Saramago, al comparar -rigurosamente o no- la situación
de la Palestina de hoy con el campo de Auschwitz, ¡está
queriendo encerrar de nuevo a lo judíos en él!
Esa es la lógica: comparar a Sharon con Hitler, convierte
en un nazi a quien hace la comparación. ¡Antisemitismo!
De otra manera, insiste Kertész, "¿cómo
se puede entender que dos continentes más allá,
en Argentina -donde, dicho sea de paso, bastantes problemas tiene
ya la gente- se produzcan manifestaciones contra Israel?".

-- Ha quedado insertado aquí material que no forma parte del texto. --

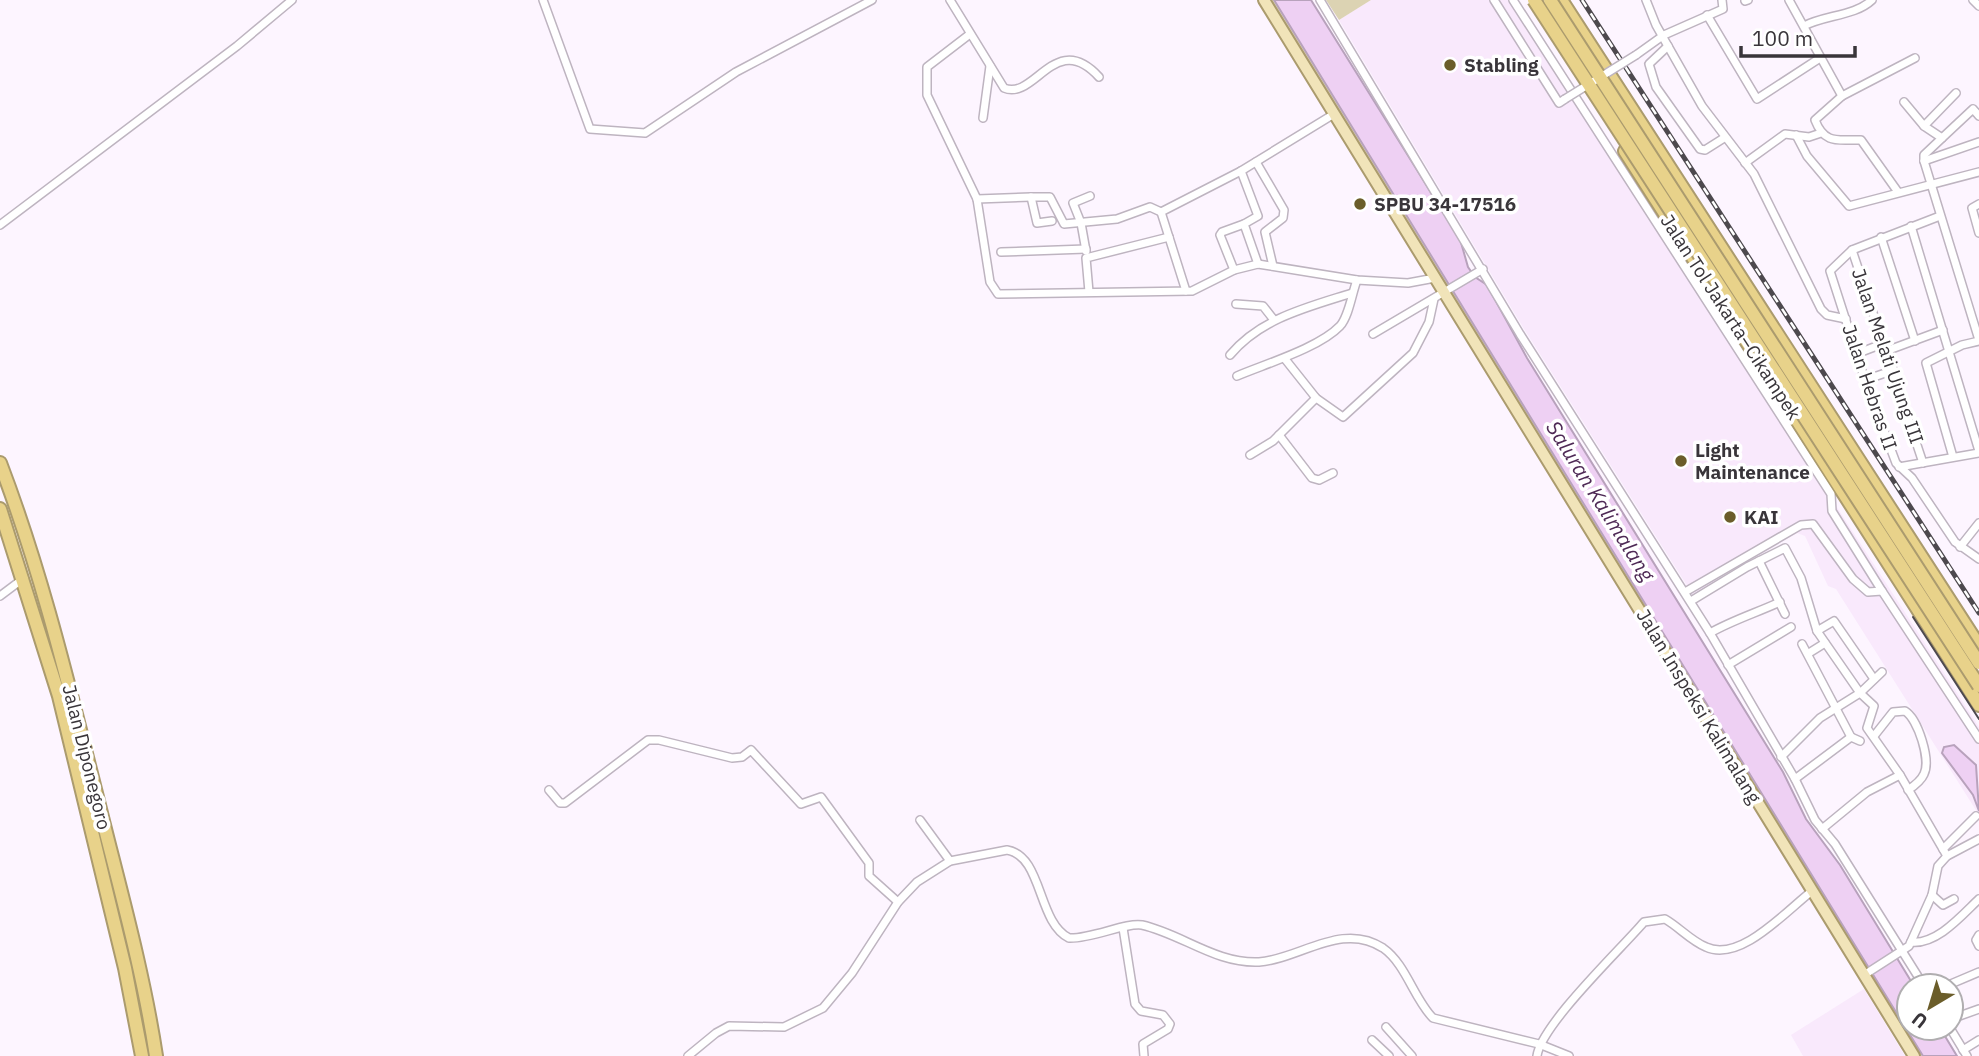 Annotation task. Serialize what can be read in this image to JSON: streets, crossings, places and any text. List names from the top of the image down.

Inspira una cierta desazón oír expresarse así
a un superviviente de Auschwitz, despreciando la consciente solidaridad
de individuos informados y maduros con los sufrimientos de un
pueblo perseguido y exigiéndoles -con ese cruel aire de
mofa- que se ocupen de sus propios y embrollados asuntos. ¿Cómo
se puede entender? ¿Por qué los argentinos, que
se están muriendo de hambre, tendrían que preocuparse
de la política de Israel? Como Kertész ha declarado
ya su intención de no buscar ninguna explicación
encuentra exactamente la que busca: el odio. "La hostilidad
a los judíos, que ya dura 2000 años, se ha cristalizado
y convertido en una forma de concebir el mundo". Pero, ¿no
es precisamente "una forma de concebir el mundo", réplica
y mímesis de la del verdadero antisemitismo (el de Mein
Kampf y Los Protocolos de Sion), esta visión
del odio universal latiendo bajo las más dignas, las más
puras, las más legítimas intenciones? ¿No
existe el mismo peligro de enloquecer y de hacer enloquecer al
mundo, el mismo desprecio y la misma violencia potencial contra
el otro, en el hecho de ver por todas partes "la mano de
los judíos" que en el de ver por todas partes "la
mano del antisemitismo"?
Sionismo y antisemitismo
El verdadero parentesco ideológico entre nazismo y
sionismo se pone de manifiesto, así, en esta perversión
de la inteligencia: es finalmente un crimen más grave
denunciar los crímenes de los que tienen la nariz grande
que los crímenes mismos contra los que tienen la nariz
algo más pequeña. Pero así, la nariz grande,
la raza, la especificidad irreductible, se convierten en un escudo
invulnerable desde detrás del cual se pueden lanzar impunemente
las cuchilladas. Los sionistas se protegen racistamente en su
raza para convertir todos sus crímenes en legítimos
y todas las quejas de las víctimas en racismo. Pero racismo
no es jerarquizar o perseguir a las otras razas; racismo es ya
creer en ellas. Kertész utiliza con bastante grosería
este tropo sionista: se acoraza tras su judaísmo
amenazado para disolver en él la responsabilidad, la decisión
moral, la obligación de conocer, todas esas notas que
resumen, al menos desde Kant, el concepto de Humanidad.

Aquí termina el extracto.